Work required: Take each line below that has "controls" and copy it.

--

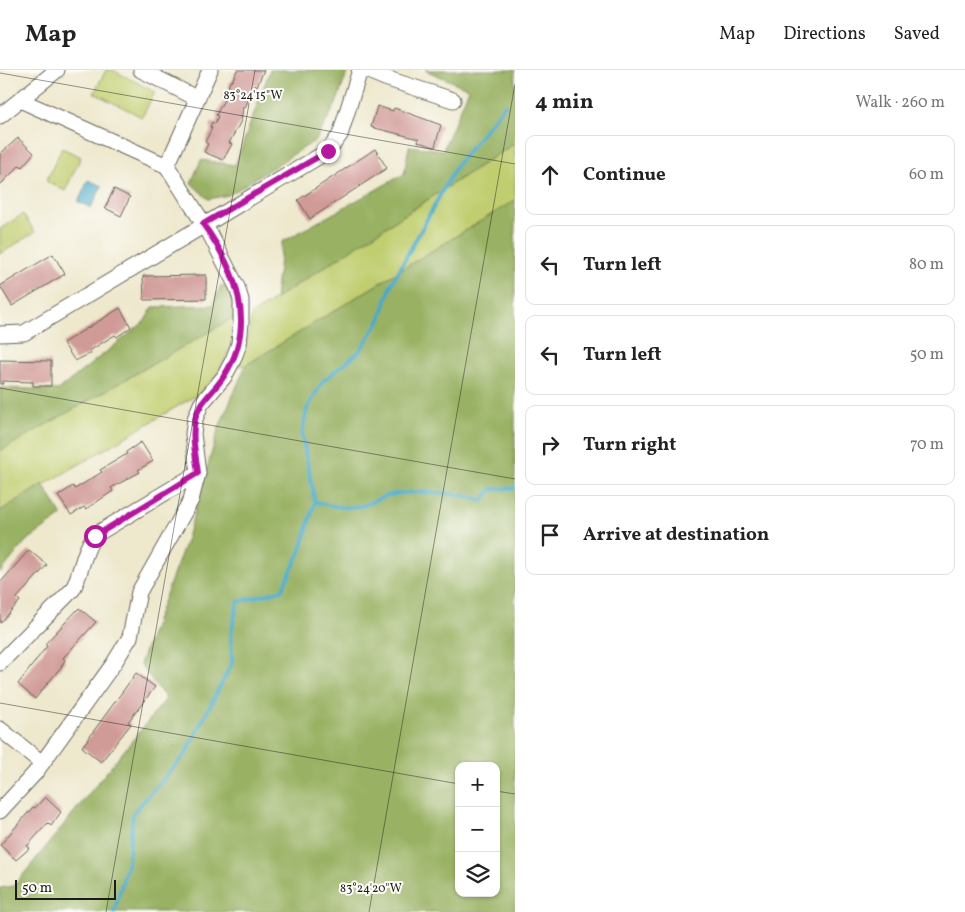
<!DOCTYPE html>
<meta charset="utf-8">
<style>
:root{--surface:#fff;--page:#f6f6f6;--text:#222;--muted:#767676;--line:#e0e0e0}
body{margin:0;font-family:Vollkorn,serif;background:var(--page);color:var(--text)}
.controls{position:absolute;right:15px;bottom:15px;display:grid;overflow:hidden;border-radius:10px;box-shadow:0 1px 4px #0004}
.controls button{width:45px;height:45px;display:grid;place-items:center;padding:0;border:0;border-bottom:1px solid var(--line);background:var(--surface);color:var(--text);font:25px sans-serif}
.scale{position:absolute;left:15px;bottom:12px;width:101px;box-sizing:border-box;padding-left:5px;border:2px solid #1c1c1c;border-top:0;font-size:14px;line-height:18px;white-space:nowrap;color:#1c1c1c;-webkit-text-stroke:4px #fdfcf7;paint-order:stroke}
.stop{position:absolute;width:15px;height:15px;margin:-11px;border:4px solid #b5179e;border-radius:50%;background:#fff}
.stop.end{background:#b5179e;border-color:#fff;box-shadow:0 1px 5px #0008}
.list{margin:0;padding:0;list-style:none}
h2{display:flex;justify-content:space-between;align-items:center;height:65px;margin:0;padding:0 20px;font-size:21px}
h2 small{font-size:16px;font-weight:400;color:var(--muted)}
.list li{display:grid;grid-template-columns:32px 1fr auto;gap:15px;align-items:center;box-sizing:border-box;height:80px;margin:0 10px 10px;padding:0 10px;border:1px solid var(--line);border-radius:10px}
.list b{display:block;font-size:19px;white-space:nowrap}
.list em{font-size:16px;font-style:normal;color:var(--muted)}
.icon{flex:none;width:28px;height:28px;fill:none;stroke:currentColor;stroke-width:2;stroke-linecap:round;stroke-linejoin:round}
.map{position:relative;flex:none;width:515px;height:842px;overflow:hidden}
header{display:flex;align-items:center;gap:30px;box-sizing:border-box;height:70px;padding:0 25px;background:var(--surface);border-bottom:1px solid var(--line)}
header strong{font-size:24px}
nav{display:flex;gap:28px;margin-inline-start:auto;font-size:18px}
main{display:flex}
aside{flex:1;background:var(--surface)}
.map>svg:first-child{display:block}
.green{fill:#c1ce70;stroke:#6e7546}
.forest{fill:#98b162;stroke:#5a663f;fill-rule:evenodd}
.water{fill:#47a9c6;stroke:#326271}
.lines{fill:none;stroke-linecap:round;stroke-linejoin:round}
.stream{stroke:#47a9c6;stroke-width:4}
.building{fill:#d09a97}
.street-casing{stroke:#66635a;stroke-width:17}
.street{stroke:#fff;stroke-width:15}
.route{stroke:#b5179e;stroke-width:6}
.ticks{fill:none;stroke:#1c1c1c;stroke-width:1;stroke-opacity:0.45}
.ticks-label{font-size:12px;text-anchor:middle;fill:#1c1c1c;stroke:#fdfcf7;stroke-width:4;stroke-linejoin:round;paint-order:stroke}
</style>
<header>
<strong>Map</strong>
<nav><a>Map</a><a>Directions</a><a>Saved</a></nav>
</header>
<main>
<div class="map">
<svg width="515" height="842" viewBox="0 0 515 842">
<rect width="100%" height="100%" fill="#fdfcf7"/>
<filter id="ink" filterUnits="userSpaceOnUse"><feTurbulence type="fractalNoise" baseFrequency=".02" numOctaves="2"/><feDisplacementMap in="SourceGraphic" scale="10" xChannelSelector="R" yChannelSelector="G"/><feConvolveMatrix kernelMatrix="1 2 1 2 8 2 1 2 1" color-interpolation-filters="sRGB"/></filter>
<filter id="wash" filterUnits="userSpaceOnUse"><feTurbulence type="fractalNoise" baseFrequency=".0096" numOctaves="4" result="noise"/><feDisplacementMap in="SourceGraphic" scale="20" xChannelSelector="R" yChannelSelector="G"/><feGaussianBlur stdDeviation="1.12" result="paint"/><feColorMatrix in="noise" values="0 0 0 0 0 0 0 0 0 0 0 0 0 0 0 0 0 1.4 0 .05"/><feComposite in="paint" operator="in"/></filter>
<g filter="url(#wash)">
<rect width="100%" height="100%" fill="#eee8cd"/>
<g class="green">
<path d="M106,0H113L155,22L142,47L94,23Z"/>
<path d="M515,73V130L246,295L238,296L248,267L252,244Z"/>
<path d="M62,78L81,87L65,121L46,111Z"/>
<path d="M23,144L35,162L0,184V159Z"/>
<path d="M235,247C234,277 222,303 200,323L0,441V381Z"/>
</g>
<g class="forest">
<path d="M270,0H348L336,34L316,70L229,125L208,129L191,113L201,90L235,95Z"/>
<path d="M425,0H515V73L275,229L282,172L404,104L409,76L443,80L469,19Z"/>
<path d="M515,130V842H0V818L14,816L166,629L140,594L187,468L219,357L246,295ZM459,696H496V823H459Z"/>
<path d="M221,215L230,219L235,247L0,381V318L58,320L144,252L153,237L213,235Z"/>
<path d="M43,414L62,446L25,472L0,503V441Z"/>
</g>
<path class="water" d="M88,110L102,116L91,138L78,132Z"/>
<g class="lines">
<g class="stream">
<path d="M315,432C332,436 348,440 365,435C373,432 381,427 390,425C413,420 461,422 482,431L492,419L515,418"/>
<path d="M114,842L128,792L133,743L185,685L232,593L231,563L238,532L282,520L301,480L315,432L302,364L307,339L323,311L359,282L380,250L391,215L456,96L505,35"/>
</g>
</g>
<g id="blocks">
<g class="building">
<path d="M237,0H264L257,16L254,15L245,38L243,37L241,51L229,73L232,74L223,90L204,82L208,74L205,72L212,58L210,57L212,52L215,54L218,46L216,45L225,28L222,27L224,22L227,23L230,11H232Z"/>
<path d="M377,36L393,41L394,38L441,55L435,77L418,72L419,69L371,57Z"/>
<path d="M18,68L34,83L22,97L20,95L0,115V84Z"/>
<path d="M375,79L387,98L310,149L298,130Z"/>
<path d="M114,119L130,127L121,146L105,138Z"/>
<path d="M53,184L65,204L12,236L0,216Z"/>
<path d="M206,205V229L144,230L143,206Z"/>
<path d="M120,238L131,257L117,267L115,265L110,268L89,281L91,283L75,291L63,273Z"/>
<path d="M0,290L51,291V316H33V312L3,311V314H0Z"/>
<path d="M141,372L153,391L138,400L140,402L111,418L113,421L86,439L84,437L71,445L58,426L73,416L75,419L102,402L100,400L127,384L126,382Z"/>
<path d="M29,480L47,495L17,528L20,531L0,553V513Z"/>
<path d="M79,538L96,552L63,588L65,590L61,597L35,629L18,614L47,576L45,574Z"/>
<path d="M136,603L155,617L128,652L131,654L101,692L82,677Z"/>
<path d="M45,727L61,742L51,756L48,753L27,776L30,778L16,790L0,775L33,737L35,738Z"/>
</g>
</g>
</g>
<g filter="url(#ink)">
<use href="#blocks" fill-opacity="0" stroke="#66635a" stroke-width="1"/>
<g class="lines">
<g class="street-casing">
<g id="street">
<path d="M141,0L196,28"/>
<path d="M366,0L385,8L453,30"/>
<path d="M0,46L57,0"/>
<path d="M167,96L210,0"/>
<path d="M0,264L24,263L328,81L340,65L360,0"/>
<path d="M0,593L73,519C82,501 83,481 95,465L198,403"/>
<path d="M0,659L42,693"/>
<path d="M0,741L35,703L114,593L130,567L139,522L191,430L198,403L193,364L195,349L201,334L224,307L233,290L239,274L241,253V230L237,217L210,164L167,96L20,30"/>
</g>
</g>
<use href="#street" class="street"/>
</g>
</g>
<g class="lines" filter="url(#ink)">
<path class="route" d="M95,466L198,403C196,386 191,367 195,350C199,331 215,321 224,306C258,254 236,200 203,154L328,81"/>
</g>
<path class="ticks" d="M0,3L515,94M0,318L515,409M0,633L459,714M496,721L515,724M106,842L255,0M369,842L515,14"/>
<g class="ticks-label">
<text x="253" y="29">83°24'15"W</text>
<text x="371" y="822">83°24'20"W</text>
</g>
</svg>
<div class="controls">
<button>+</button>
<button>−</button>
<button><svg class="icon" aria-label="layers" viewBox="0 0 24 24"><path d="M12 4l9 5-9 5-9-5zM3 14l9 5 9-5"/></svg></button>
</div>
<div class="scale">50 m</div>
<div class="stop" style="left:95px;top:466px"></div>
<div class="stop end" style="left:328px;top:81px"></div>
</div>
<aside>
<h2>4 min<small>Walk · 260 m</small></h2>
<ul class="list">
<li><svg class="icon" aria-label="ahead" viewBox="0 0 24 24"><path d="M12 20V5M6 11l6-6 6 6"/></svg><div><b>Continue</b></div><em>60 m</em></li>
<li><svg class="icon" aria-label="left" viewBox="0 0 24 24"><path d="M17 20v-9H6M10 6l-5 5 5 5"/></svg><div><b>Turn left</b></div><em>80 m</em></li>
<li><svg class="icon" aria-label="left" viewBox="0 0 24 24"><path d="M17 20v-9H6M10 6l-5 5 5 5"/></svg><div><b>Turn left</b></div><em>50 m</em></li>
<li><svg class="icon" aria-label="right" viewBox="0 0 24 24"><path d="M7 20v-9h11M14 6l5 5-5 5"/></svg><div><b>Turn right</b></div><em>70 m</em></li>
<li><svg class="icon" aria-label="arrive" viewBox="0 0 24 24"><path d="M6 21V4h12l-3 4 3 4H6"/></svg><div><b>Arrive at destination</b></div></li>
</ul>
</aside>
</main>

--

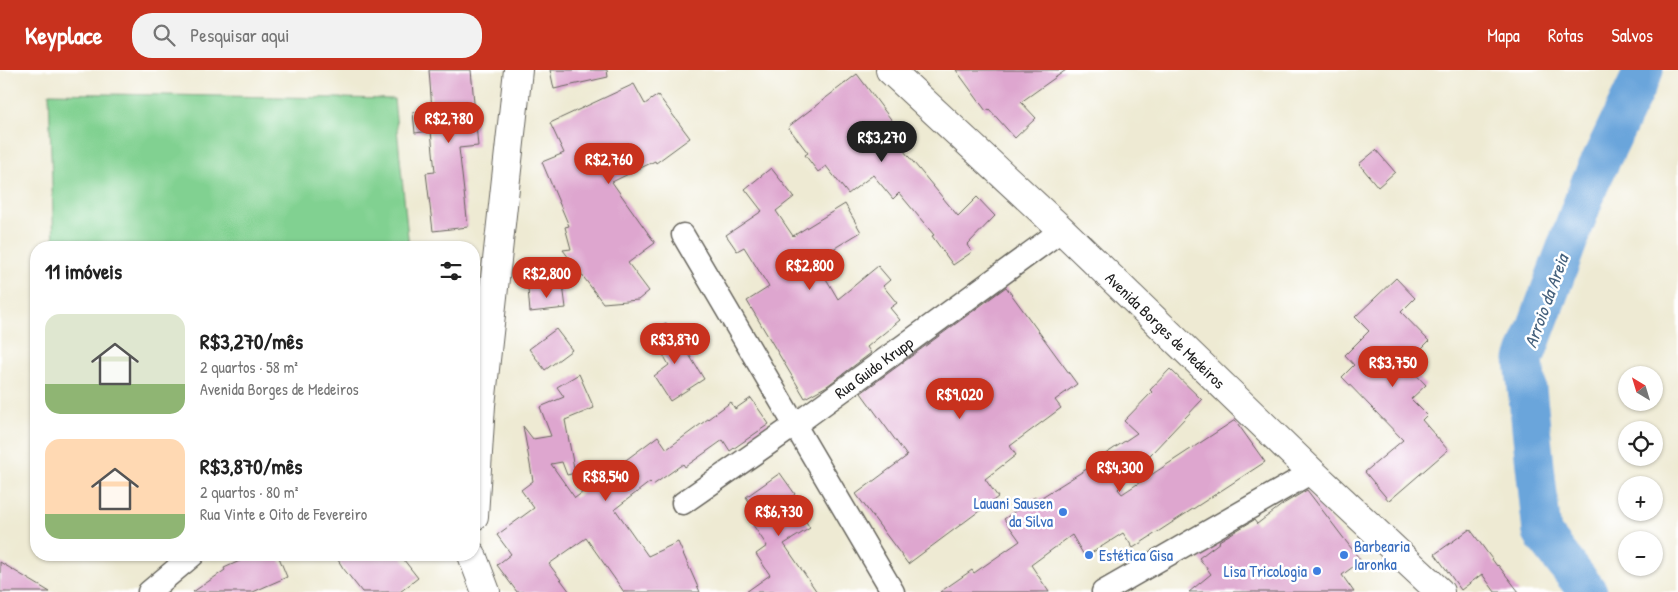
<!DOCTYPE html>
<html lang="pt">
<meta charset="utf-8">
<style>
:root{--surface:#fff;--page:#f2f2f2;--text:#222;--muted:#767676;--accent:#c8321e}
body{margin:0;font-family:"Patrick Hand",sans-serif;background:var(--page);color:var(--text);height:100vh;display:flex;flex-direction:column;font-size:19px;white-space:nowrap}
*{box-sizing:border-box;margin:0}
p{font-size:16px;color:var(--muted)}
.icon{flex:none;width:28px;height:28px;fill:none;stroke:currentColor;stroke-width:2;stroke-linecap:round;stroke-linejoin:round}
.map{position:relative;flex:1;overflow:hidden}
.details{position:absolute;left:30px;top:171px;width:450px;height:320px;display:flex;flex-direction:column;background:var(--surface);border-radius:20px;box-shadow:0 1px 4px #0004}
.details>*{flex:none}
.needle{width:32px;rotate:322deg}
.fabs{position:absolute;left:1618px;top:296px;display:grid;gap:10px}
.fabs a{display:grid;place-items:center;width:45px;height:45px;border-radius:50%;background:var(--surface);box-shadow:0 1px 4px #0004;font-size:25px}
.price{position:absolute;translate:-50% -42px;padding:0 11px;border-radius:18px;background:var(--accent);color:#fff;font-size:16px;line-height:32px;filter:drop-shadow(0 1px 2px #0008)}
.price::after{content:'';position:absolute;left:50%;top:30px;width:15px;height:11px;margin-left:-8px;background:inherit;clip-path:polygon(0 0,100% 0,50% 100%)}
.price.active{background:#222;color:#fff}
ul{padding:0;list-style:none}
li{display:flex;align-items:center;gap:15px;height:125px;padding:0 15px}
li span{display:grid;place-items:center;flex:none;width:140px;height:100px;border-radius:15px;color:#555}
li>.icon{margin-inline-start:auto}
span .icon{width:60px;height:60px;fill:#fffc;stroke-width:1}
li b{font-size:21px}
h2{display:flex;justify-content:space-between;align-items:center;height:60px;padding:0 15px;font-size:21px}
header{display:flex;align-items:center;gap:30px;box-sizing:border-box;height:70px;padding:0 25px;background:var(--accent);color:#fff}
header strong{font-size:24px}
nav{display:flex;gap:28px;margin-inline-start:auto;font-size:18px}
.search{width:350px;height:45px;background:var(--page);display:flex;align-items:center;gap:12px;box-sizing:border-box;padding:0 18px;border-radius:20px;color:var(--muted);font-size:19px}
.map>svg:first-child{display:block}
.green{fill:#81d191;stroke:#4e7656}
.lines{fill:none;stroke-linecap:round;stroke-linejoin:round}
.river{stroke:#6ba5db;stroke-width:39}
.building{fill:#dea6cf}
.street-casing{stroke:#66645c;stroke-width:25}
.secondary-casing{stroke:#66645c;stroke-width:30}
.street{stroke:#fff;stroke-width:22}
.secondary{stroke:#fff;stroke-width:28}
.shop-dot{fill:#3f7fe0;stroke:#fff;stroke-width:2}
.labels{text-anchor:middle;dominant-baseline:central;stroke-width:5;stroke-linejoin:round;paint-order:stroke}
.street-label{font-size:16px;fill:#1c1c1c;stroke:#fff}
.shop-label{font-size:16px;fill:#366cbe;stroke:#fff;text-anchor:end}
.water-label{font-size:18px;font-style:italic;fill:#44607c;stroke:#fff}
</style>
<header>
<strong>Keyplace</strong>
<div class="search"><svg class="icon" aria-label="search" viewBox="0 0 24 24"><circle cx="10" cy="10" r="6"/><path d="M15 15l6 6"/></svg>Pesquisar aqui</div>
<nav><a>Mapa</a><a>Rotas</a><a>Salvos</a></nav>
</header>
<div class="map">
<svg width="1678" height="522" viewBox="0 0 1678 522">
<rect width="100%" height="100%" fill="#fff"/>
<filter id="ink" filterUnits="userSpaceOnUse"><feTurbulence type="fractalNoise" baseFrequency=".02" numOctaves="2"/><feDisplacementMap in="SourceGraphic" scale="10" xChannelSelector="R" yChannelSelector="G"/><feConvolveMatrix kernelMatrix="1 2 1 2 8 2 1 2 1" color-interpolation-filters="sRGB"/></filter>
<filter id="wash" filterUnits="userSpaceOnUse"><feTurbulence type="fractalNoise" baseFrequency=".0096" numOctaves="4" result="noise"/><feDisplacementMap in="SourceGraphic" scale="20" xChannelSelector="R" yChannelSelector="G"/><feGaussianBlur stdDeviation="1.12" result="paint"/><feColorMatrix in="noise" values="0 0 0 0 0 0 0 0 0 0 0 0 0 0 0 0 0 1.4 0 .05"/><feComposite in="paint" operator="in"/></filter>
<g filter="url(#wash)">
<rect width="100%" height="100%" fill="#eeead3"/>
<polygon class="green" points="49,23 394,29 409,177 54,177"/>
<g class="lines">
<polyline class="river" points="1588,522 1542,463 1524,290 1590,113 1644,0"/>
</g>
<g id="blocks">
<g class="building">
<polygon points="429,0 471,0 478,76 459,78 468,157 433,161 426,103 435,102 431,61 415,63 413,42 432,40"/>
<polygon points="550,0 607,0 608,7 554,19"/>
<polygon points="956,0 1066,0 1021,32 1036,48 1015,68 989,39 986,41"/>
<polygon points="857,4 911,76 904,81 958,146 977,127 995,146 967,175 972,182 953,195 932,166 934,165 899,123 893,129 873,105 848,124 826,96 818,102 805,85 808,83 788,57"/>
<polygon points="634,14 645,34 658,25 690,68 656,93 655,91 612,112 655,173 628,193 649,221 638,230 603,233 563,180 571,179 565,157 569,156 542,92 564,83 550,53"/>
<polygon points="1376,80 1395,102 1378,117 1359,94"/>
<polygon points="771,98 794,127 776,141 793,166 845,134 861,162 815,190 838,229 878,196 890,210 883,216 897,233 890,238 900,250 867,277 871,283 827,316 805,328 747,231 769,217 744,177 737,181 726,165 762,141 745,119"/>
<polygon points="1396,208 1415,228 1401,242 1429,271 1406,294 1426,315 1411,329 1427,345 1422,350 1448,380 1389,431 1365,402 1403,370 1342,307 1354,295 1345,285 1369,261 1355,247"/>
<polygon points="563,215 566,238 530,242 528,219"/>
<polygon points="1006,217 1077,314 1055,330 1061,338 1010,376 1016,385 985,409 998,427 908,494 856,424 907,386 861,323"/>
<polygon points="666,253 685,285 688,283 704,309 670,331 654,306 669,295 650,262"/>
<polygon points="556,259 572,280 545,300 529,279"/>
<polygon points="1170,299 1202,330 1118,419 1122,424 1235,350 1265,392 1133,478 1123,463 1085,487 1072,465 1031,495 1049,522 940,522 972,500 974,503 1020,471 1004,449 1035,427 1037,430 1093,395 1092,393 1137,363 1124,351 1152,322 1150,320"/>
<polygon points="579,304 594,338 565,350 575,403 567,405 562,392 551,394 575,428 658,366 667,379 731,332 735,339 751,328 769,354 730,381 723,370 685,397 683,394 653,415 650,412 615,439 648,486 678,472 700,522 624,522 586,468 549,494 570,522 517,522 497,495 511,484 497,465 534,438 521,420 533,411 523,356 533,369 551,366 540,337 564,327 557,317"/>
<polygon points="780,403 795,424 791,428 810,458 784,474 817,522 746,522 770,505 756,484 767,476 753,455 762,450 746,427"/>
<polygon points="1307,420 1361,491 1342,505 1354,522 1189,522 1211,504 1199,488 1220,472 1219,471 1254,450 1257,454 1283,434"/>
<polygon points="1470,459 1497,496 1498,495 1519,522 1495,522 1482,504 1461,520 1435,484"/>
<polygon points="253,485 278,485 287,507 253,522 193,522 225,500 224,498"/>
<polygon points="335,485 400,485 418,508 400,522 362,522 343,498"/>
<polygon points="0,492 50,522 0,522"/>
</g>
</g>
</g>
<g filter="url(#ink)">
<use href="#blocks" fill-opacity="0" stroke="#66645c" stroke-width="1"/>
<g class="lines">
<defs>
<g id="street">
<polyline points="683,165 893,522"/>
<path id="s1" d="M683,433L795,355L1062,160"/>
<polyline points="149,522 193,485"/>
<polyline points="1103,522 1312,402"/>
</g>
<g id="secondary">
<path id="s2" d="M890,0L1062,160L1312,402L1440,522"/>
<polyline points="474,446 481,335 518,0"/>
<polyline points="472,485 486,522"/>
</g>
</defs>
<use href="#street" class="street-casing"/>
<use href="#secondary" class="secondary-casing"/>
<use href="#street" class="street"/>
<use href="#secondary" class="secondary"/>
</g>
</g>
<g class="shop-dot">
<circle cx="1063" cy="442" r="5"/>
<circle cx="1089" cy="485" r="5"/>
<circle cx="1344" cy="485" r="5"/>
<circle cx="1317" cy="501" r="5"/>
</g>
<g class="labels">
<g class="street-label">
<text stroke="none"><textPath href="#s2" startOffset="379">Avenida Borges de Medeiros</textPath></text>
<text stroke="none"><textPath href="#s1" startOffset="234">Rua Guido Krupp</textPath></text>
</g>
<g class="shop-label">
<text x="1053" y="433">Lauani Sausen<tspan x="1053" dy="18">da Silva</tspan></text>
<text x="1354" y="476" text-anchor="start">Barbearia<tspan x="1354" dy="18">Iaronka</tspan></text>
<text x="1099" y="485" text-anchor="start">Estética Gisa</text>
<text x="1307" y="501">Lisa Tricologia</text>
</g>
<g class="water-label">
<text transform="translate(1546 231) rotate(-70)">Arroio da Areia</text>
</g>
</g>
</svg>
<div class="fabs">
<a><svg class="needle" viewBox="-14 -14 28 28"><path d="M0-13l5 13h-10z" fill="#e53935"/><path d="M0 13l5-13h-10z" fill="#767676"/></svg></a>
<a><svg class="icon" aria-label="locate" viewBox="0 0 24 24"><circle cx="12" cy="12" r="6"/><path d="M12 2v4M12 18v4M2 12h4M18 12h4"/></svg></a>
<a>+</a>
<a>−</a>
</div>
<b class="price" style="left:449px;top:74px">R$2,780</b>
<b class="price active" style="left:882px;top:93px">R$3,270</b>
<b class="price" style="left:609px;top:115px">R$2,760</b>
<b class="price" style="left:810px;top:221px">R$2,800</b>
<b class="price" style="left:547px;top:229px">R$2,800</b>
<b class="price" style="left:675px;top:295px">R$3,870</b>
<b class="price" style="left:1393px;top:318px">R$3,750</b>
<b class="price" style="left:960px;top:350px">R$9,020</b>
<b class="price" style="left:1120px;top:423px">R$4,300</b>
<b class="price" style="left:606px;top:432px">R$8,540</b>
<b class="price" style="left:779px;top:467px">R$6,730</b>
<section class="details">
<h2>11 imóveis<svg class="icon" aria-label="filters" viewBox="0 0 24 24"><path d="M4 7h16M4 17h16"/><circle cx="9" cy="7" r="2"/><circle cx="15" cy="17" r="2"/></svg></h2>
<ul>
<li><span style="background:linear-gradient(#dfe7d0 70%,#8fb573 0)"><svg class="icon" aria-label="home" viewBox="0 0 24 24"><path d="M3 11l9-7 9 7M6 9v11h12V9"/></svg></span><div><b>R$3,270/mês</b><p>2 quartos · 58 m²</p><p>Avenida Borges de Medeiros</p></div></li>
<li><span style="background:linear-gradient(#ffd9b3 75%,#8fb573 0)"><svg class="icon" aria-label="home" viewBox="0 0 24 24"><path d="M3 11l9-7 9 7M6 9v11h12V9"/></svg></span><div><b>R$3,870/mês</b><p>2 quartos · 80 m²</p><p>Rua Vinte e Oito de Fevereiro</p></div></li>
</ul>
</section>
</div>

--

Result of this exercise:
.controls{position:absolute;right:15px;bottom:15px;display:grid;overflow:hidden;border-radius:10px;box-shadow:0 1px 4px #0004}
.controls button{width:45px;height:45px;display:grid;place-items:center;padding:0;border:0;border-bottom:1px solid var(--line);background:var(--surface);color:var(--text);font:25px sans-serif}
<div class="controls">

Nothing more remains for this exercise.